Zdeněk Fibich: Studies of Painters (Malířské studie)
In this 1899 work, Czech composer Zdeněk Fibich (1850-1900) chose works by 5 different painters from the 15th to the 18th centuries to illustrate in his Studies of Painters, Op. 56 (Malířské studie).
Fibich, ranked with Smetana and Dvořák but far lesser known than his two contemporaries, did not fall into the same urge to express Czech nationalism as did the other two. He had stronger connections to German and the larger European classical style than they did and so failed to engage the Czech community in his music. He was forced to leave the Prague Conservatory and the National Theatre to work at home because his music was thought to be too Wagnerian in concept. Smetana had a similar difficulty with his operas but came off better in the final judgements.
All the paintings are outdoors scenes in gardens or forests, in the town square or a private park.
He opens with an undetermined painting by Jacob Isaacksz van Ruisdael (c. 1629-1682) who was well-known for his landscapes. The leading painter of the Netherlands’ Golden Age in the mid-17th century, Ruisdael eventually evolved to an influential style of landscape painting where the sky, or clouds, took up the largest percentage of the painting. Fibich’s movement is entitled Forest Solitude, and, as there’s no painting by Ruisdael with that title, we could look at any of his forest paintings.
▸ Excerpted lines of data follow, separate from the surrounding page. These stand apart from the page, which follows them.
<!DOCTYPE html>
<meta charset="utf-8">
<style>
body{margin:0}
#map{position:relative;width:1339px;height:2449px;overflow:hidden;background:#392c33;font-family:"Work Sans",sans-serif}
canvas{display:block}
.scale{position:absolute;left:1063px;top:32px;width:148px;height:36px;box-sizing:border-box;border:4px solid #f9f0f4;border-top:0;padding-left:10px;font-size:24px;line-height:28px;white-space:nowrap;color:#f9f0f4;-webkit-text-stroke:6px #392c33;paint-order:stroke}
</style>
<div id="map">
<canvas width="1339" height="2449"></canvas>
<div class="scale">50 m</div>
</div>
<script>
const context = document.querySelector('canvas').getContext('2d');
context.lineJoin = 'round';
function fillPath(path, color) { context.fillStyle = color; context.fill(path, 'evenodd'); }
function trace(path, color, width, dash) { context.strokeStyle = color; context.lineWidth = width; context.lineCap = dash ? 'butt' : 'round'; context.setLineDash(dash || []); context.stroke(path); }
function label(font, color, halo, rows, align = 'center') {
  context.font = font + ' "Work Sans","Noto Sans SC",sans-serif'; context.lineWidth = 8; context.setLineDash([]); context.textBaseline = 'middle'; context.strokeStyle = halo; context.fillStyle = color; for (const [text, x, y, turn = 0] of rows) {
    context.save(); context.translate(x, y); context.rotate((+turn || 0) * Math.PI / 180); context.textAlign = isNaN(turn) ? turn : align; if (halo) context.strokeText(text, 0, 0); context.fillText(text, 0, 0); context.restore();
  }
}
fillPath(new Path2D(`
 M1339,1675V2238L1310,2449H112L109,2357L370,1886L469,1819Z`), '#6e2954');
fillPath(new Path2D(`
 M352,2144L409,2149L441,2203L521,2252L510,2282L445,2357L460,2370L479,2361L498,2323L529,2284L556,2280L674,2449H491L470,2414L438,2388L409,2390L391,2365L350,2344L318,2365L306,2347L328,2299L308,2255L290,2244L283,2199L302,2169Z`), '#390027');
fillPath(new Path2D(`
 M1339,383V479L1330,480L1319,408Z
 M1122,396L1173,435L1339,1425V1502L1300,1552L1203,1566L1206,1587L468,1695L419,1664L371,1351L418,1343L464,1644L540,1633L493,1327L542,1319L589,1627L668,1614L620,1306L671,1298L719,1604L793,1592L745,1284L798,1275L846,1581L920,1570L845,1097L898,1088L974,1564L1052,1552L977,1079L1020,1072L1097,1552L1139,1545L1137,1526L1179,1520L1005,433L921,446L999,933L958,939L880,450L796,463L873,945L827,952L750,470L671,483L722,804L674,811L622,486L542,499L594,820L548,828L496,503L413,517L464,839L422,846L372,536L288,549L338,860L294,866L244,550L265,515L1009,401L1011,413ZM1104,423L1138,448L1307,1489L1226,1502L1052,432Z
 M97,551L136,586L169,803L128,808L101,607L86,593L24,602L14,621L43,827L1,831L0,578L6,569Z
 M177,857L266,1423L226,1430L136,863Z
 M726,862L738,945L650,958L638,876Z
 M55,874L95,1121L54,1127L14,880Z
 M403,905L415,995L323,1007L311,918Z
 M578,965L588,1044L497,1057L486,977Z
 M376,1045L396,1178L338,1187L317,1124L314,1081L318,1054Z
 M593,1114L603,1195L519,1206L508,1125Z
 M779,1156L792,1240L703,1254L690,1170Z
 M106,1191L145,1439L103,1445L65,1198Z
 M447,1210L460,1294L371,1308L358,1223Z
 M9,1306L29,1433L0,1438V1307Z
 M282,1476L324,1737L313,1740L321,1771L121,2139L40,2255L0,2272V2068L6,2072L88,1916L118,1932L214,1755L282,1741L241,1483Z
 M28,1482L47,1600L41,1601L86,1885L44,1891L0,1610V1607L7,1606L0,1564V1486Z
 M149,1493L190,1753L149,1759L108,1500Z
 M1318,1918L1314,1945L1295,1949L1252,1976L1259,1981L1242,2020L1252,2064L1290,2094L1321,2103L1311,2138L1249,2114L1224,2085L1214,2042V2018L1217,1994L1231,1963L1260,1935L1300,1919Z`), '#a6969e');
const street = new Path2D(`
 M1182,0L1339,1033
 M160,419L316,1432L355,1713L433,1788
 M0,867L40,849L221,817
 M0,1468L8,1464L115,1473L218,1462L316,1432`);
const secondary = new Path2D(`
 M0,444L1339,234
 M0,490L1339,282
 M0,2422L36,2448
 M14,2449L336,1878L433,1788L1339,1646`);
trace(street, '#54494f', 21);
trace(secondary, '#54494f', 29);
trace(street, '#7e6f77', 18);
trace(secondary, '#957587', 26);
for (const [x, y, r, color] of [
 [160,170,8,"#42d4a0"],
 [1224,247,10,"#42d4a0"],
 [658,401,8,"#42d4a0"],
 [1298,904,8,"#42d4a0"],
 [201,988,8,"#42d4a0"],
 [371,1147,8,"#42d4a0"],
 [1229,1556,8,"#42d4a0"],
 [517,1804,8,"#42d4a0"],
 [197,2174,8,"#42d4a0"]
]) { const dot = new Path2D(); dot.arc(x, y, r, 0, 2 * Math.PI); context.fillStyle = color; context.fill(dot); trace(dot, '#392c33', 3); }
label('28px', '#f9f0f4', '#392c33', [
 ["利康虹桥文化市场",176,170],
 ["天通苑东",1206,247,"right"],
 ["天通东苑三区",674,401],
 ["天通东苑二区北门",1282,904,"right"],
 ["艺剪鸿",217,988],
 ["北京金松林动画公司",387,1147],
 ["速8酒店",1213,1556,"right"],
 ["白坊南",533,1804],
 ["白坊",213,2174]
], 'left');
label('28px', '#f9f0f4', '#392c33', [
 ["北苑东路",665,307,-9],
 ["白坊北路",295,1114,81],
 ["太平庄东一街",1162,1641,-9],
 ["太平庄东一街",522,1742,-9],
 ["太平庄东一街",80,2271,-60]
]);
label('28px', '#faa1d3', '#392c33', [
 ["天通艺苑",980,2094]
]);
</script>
Zdeněk Fibich: Malirske studie (Studies of Paintings), Op. 56 – Lesní samota (Forest Solitude) (Radoslav Kvapil, piano)
The second movement throws us into the always active street scenes of Peter Bruegel the Elder. This work, entitled The Fight between Carnival and Lent, is best personified by the two figures sparing in the front center: glutinous and fat Carnival, with a chicken on a spit, fights gaunt Lent, who holds 2 fish on his weapon. This picture, dating from 1559, is filled with games, activities, and Carnival parades of the day, all collapsed onto a single canvas at a single time of day. Fibich, with his bravura opening, seems to throw us right into the middle of the scene.
Zdeněk Fibich: Malirske studie (Studies of Paintings), Op. 56 – Spor masopustu s postem (The Quarrel Between Shrovetide and Lent) (Radoslav Kvapil, piano)
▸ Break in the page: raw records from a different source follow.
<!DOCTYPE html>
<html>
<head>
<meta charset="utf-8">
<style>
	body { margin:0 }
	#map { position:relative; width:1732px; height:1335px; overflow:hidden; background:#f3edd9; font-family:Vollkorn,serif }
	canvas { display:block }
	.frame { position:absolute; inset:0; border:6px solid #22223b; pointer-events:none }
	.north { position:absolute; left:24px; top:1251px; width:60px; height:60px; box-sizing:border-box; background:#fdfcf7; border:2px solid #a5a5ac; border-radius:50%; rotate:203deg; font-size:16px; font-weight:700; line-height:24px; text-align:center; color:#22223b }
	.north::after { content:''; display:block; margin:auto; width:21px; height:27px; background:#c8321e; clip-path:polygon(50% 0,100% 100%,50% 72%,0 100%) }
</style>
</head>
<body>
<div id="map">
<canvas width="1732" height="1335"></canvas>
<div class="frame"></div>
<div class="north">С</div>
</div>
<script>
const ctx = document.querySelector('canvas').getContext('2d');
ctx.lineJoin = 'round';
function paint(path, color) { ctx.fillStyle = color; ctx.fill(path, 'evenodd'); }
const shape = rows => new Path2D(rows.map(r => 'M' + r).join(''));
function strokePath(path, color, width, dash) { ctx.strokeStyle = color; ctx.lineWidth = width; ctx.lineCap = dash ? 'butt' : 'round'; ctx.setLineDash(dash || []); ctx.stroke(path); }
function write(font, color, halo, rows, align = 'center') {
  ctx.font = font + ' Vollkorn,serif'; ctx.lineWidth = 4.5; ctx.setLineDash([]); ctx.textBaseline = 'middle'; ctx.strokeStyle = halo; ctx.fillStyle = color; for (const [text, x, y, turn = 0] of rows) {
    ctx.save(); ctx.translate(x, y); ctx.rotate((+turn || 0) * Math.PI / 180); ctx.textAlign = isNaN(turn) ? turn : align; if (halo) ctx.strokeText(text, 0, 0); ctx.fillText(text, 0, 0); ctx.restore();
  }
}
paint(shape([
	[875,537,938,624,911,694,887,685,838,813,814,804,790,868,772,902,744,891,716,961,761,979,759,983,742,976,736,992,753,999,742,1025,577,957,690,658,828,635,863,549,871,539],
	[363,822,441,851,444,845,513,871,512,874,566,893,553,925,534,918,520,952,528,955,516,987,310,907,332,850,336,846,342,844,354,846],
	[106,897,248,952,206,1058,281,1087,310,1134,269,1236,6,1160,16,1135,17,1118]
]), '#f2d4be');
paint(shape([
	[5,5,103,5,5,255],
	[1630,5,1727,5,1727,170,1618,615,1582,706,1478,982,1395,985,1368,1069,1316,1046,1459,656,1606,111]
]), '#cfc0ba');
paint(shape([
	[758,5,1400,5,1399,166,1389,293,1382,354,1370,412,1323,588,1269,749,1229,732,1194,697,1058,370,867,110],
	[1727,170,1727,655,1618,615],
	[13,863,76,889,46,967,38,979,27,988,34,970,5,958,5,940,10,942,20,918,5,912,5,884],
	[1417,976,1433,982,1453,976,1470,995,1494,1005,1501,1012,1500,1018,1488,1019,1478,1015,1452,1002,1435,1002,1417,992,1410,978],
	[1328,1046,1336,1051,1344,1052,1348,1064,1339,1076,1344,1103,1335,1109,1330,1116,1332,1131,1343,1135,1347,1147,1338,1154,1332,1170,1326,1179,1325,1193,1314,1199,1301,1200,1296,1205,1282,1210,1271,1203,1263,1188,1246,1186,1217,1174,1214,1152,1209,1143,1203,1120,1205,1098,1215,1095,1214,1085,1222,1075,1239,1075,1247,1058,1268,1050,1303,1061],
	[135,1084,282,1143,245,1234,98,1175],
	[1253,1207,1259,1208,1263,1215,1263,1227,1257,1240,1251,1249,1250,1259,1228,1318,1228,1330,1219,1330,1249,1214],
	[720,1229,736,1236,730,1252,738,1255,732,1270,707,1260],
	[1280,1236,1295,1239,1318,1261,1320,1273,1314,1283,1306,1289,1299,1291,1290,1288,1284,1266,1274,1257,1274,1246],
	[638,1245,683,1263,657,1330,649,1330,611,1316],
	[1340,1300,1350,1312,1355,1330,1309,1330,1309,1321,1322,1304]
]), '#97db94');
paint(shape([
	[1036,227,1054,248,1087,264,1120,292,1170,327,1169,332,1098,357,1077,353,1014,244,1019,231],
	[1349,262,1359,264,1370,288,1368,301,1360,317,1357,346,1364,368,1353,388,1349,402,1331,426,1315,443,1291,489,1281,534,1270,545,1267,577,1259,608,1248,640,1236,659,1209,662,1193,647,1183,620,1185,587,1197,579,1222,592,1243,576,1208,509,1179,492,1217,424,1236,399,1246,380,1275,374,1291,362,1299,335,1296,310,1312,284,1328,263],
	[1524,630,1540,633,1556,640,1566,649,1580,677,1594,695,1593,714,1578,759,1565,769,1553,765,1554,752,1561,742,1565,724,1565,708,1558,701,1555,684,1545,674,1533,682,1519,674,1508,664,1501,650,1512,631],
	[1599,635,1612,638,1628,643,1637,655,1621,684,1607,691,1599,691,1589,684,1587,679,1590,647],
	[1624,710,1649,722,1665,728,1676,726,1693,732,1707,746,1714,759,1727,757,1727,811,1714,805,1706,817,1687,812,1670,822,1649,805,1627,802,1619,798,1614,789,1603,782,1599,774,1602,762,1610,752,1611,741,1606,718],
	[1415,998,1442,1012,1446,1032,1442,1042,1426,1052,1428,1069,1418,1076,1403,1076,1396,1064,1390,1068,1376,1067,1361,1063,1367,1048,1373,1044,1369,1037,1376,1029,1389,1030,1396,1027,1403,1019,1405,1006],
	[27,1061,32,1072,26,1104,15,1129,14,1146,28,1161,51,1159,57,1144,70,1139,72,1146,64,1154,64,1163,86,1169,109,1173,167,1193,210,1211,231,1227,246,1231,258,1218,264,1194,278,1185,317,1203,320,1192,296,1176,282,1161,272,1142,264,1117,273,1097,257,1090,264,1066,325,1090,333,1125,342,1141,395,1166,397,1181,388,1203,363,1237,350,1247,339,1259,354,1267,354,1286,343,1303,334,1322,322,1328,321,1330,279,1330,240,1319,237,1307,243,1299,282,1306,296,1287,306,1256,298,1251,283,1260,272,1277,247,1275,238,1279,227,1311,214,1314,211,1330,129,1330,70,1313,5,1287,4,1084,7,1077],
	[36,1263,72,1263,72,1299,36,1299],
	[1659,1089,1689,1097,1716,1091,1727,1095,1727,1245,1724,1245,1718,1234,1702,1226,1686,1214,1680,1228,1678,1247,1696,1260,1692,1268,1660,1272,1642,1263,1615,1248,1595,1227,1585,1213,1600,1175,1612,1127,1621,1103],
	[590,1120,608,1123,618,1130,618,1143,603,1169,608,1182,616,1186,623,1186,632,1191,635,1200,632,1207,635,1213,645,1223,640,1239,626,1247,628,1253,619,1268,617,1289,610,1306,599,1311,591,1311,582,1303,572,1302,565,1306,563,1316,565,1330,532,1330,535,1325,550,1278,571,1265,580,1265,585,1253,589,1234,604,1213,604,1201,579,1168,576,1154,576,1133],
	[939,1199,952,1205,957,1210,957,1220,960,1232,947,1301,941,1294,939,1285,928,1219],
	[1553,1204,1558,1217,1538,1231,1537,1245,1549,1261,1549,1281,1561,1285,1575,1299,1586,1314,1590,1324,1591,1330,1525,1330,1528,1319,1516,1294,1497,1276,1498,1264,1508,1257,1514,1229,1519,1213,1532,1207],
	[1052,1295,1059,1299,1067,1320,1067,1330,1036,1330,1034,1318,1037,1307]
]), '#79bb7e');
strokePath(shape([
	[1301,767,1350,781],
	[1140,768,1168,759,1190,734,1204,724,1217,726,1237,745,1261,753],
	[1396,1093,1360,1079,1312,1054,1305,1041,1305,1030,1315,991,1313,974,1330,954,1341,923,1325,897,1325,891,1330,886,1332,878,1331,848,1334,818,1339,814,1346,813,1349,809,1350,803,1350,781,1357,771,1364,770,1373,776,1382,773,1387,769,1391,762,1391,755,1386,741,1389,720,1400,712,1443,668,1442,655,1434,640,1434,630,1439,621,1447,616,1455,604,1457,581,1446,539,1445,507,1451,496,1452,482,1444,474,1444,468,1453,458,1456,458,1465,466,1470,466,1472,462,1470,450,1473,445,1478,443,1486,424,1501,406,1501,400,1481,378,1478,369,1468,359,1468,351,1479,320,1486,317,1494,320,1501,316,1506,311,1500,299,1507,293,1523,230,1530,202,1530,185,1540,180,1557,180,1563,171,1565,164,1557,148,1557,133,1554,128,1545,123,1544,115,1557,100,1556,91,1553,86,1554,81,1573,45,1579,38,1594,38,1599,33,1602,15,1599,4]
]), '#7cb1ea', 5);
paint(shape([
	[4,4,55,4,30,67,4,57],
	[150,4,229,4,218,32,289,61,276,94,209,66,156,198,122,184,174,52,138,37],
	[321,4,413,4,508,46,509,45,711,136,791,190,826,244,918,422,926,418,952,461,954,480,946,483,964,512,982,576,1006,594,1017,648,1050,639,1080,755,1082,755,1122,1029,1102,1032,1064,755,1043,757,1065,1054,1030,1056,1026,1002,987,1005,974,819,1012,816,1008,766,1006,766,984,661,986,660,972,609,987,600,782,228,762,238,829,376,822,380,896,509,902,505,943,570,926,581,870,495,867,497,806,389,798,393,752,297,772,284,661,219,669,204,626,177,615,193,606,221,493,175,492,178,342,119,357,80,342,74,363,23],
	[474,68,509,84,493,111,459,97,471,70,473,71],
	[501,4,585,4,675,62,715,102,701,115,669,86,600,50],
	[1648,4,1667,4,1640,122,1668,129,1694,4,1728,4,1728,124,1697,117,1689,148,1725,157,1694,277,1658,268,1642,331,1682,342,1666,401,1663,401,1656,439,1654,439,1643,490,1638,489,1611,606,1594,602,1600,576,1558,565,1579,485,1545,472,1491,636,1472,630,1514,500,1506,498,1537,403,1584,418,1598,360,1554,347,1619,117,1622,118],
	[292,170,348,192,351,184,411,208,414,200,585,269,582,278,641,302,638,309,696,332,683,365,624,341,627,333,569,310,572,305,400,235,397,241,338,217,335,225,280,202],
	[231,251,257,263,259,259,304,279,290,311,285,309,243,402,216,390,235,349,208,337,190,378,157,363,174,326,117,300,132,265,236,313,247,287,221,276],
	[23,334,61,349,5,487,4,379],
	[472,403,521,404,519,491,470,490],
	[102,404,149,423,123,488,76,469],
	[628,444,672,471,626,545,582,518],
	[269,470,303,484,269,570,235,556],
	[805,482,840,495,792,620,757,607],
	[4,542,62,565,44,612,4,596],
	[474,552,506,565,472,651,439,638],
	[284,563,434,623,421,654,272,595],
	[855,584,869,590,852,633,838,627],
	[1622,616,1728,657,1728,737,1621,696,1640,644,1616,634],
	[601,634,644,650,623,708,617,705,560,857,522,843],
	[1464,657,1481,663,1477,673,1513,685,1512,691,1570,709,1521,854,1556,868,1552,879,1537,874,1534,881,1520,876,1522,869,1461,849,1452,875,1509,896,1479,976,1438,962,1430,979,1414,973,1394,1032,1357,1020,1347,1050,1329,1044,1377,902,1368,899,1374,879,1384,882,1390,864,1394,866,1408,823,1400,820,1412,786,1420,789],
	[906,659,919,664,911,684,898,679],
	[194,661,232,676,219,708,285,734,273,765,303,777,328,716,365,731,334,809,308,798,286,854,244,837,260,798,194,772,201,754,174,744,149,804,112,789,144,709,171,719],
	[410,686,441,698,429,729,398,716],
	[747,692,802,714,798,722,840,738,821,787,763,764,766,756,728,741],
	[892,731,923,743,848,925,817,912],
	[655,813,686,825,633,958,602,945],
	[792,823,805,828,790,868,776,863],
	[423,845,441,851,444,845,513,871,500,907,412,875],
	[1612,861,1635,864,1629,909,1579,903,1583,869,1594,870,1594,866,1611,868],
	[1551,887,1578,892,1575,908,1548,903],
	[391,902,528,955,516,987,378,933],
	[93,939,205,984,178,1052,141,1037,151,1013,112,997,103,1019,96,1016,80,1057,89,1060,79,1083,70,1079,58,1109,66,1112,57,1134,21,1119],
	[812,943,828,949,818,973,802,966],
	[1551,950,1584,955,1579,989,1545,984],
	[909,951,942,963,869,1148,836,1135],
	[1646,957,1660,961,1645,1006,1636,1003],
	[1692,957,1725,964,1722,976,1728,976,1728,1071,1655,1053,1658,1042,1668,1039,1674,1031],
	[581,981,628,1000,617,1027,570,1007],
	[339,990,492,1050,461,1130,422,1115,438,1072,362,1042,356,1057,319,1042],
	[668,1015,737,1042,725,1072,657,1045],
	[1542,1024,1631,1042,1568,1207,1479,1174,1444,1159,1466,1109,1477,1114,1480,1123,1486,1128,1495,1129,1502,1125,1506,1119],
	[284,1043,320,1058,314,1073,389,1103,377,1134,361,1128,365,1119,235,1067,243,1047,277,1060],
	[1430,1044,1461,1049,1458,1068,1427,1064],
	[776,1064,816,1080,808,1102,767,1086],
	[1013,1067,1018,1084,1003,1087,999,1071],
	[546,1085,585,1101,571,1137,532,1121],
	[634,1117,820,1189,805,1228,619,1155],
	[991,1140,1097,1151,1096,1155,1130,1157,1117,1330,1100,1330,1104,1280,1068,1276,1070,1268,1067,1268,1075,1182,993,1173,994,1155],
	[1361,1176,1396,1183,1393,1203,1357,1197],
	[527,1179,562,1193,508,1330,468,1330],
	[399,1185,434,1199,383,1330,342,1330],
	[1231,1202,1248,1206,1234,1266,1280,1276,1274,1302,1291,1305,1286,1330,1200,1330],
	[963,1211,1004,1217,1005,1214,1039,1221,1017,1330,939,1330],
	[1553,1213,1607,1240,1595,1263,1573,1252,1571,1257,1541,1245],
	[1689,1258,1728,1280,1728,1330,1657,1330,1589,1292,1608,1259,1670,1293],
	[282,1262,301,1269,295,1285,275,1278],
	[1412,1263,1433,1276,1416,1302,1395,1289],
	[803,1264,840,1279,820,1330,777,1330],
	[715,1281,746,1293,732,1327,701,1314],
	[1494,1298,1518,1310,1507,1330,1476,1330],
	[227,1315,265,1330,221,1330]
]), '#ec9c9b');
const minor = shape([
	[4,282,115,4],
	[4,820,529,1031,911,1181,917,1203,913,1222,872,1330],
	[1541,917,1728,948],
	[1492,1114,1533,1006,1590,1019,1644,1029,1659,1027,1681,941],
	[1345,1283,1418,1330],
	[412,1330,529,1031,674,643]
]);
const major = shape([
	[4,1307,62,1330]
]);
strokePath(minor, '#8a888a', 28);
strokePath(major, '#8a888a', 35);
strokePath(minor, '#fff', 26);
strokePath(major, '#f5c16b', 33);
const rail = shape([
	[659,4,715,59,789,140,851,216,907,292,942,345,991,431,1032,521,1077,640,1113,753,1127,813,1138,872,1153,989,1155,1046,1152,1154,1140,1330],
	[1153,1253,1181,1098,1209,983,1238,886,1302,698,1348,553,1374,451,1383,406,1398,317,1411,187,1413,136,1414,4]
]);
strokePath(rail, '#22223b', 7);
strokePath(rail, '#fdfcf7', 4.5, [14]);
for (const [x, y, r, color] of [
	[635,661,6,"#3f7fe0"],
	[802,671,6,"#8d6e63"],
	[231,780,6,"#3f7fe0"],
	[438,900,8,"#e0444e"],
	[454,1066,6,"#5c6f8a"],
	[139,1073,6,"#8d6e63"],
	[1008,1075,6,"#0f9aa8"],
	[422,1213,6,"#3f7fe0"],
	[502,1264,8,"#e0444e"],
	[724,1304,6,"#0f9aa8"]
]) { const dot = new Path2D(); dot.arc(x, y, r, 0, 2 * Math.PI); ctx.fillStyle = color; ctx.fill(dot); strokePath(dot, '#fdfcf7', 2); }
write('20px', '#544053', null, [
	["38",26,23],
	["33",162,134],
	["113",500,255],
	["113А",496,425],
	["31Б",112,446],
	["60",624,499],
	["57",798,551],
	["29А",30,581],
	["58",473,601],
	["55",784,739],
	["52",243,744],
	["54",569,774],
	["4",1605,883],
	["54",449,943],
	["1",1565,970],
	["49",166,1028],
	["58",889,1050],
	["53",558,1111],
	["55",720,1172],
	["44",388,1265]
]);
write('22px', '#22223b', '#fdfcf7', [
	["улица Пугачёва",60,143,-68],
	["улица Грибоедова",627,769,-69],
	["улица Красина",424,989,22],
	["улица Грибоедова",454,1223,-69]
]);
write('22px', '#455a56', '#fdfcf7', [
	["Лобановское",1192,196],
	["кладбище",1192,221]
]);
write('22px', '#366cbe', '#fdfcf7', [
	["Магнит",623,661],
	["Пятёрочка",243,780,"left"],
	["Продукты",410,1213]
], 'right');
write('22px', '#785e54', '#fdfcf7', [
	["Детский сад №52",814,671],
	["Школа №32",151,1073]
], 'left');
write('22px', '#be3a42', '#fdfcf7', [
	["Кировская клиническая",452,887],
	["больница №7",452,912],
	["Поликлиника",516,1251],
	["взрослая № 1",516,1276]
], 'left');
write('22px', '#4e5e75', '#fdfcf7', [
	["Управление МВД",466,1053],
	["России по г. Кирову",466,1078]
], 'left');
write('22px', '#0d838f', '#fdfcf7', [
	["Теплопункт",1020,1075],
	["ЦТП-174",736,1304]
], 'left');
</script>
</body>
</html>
In the third movement, we go back to the 15th century and the art of Fra Angelico. The enormous painting of the Last Judgement, original in the church of Santa Maria degli Angeli and now in the San Marco Museum in Florence, has hell on the right (Christ’s left) and heaven on the left (His right). The open tombs in the middle of the painting symbolizes the final resurrection and the question of which side will you be taken? On the right side, in the Elysian Fields, angels dance in the round with the blessed as, behind them, two enter the Kingdom of Heaven. Fibich assumes a church-like style, with counterpoint in the Palestrina manner for this movement.
Zdeněk Fibich: Malirske studie (Studies of Paintings), Op. 56 – Rej blažeých (The Dance of the Blessed Ones) (Radoslav Kvapil, piano)
Antonio da Correggio started a series of paintings in 1530 of the loves of the god Jupiter. Leda and the Swan, Danaë (for whom Jupiter appeared as a golden rain), Ganymede Abducted by the Eagle, and the final, Jupiter and Io, form the entirety of the series. More paintings may have been intended. Here, Jupiter, to evade the watchful eye of his wife Hera, has wrapped himself in a dark cloud to make love to Io, daughter of the first king of Argos. Io yields to her diaphanous lover, offering us a strong contrast between the sensuality of her body and the amorphousness of his. For this movement, Fibich, places us in light world of movement.
Zdeněk Fibich: Malirske studie (Studies of Paintings), Op. 56 – Jo a Jupiter (Io and Jupiter) (Radoslav Kvapil, piano)
Fibich closes his series with a Garden Party from the brush of that champion of the outdoor scene, Antoine Watteau. There’s no painting entitled Garden Party in Watteau’s oeuvre, but we can look at one of his Fête Champêtre pictures to stand in its place. The light is on the elegantly dressed figures in the middle of the grouping with the others singing, chatting or picking flowers. Long thought to be a work by Jean-Baptiste Pater, when it was cleaned in the 1990s, the painting was reattributed to Watteau and dated around 1718 to 1721. Fibich returns to a light, elegant style to set this painting to music.
Zdeněk Fibich: Malirske studie (Studies of Paintings), Op. 56 – Zahradní slavnost (The Garden Party) (Radoslav Kvapil, piano)
In creating this private art gallery, Fibich gives us art by some of the most distinguished painters of their time. In his music, he uses a variety of styles to bring out the best of the art of both painting and music.